10. Mansfield, OH
> 5-yr. violent crime rate change: +43.2%
> 2011 violent crime rate: 182.2 per 100,000
> 2015 violent crime rate: 261.0 per 100,000
> Murders in 2015: 3
Mansfield’s violent crime rate is well below the U.S. rate, but it is still alarmingly higher compared to what it was five years ago. In 2011, there were just 182 murders, robberies and aggravated assaults for every 100,000 area residents, one of the lowest rates among U.S. metropolitan areas and less than half the national violent crime rate. By 2015, the rate rose to 261 violent crimes per 100,000 residents, a 43.2% increase.
While Mansfield’s violent crime rate remains below the national rate even with this substantial increase, property crime levels in the area have far surpassed national levels and are a serious problem. There were over 4,000 burglaries and thefts in 2015 for every 100,000 Mansfield residents, compared to the national rate of 2,487 property crimes per 100,000 people.
9. Springfield, MO
> 5-yr. violent crime rate change: +45.8%
> 2011 violent crime rate: 426.0 per 100,000
> 2015 violent crime rate: 621.3 per 100,000
> Murders in 2015: 15
Springfield, Missouri had a violent crime rate in 2011 of 426 incidents for every 100,000 residents, which was slightly higher than the national rate of 387 per 100,000 people. Today, the metro area’s violent crime rate has pulled away from the national rate, with 621 reported incidents per 100,000 area residents, compared to the national rate of 373 incidents per 100,000.

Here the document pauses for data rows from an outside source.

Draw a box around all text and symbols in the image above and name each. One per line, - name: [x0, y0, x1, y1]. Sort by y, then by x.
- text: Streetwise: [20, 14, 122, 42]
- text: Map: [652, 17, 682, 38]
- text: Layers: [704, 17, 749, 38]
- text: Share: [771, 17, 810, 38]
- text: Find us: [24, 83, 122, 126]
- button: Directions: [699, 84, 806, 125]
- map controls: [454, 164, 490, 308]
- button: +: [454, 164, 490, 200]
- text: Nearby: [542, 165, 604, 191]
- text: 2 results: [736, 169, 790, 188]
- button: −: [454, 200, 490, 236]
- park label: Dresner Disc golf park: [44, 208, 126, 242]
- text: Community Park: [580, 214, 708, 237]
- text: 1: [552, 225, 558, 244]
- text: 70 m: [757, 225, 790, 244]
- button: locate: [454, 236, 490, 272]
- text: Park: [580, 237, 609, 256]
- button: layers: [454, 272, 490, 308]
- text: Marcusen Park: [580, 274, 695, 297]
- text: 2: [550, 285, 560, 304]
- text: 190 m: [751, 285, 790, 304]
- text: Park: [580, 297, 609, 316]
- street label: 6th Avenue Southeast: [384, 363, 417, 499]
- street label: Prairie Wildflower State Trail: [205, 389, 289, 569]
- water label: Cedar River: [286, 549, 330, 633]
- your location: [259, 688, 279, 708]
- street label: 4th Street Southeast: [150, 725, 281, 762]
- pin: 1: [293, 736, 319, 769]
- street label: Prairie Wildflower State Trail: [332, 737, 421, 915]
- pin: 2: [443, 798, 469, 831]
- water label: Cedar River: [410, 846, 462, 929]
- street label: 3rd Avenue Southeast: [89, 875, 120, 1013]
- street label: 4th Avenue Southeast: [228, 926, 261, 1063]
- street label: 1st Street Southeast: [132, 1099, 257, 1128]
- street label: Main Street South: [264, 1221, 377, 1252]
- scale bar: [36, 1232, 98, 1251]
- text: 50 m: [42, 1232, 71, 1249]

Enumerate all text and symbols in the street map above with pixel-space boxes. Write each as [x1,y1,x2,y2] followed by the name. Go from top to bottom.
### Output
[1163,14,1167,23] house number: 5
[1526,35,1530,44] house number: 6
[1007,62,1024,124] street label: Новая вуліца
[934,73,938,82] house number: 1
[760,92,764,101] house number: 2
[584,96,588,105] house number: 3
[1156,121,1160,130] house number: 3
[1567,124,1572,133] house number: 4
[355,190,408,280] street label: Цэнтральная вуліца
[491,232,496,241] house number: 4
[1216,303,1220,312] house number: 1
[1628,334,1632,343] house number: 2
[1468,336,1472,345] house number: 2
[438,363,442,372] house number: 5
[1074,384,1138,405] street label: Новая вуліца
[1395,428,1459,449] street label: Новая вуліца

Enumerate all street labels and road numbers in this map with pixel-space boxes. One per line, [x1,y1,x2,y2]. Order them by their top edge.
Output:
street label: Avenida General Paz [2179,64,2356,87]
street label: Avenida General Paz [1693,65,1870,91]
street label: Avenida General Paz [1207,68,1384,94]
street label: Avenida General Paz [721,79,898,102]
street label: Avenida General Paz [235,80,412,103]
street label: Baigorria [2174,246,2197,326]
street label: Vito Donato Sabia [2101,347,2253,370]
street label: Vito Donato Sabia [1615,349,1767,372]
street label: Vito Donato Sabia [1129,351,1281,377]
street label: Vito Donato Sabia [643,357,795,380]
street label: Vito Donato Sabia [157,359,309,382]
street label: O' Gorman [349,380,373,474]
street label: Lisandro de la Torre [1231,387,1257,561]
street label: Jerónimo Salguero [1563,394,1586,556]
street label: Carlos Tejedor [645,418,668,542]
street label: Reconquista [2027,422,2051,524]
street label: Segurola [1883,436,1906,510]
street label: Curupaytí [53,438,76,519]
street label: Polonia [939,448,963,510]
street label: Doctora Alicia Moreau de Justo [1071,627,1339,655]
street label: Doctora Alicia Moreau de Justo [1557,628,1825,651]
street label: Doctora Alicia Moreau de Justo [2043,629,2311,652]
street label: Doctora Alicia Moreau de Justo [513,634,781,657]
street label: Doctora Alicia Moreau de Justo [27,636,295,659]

In a number of metropolitan areas where violent crime rose, property crime also either rose or remained high. Springfield had over 4,000 burglaries and thefts per 100,000 in 2015, 11th highest among metropolitan areas.
8. Waterloo-Cedar Falls, IA
> 5-yr. violent crime rate change: +50.0%
> 2011 violent crime rate: 331.4 per 100,000
> 2015 violent crime rate: 497.0 per 100,000
> Murders in 2015: 4
Between 2011 and 2015, the Waterloo-Cedar Falls metro area’s violent crime rate increased from 331 incidents per 100,000 residents to 497 per 100,000. Most crimes were reported in Waterloo, the metro area’s largest city. The Waterloo Police Department logged more murders in 2014 than they had in any of the previous 20 years. However, the Waterloo Police Department maintains that the high number of murders was an anomaly and not an indication of an upward trend in violence.
Murder, however, was not the primary driver increased violence in the area. There were nearly 300 more aggravated assaults in the Waterloo metro area in 2015 than in 2011. The jump in aggravated assaults was the main reason for the 50% spike in the metro area’s violent crime rate over the last five years, one of the largest increases nationwide.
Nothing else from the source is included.